** TASK DATA follows **
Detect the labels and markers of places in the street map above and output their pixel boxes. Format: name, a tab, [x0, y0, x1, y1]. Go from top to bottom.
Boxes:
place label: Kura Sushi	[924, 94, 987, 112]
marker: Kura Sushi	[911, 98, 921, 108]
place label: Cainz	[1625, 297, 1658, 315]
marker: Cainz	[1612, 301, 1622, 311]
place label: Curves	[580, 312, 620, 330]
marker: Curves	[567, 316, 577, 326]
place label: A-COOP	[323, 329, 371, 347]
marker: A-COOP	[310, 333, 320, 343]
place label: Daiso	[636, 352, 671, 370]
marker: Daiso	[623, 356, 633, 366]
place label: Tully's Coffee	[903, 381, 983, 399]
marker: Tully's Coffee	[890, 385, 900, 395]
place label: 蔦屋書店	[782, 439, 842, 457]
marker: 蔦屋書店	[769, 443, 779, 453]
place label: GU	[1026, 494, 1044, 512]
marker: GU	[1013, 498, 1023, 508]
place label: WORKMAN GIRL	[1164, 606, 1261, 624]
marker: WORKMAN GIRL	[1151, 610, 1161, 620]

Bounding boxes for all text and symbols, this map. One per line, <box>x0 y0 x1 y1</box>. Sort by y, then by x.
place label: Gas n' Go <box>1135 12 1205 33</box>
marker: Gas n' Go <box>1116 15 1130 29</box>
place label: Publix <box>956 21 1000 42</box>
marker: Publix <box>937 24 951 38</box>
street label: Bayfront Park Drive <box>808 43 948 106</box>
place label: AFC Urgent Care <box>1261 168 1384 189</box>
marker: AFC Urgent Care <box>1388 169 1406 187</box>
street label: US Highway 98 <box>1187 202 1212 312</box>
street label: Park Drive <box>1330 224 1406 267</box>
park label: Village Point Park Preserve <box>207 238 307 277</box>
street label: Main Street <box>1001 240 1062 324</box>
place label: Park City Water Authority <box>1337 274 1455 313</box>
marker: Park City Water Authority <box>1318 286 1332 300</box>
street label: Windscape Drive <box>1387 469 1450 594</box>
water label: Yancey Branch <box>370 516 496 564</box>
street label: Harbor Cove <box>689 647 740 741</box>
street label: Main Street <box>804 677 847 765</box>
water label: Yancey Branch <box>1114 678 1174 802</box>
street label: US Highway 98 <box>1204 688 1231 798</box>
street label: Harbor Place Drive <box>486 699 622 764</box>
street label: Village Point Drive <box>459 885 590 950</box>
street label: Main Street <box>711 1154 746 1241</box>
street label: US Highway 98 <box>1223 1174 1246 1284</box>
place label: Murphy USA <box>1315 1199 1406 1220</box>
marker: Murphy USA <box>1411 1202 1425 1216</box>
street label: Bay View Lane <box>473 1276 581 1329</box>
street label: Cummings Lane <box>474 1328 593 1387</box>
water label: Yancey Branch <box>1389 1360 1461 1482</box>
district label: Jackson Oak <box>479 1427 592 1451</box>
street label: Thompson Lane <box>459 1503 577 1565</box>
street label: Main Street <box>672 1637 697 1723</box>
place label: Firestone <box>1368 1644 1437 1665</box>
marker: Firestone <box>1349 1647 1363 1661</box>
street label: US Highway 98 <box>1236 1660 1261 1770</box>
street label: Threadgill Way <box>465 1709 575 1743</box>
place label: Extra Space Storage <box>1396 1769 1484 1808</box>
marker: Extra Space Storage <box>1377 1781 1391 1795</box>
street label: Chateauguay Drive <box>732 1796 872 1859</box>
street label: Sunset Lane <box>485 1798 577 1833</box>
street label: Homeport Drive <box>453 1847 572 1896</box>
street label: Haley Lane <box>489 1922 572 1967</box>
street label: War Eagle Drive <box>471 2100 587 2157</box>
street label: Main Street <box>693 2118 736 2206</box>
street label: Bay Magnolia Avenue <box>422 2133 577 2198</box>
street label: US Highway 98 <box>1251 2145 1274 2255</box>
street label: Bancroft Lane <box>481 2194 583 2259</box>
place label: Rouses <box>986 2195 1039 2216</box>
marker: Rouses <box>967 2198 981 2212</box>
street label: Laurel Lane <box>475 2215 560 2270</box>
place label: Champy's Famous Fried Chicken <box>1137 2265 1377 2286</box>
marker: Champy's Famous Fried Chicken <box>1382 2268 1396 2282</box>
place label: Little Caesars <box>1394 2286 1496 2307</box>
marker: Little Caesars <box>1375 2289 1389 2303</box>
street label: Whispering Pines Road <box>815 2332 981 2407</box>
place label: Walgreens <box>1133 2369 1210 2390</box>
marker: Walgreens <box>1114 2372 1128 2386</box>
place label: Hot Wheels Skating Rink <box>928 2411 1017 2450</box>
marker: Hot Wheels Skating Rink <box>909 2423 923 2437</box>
** End of TASK DATA **
REQUIRED ACTION:
Pull out the lines above in which the word "Point" appears.

EXERCISE SOLUTION:
park label: Village Point Park Preserve <box>207 238 307 277</box>
street label: Village Point Drive <box>459 885 590 950</box>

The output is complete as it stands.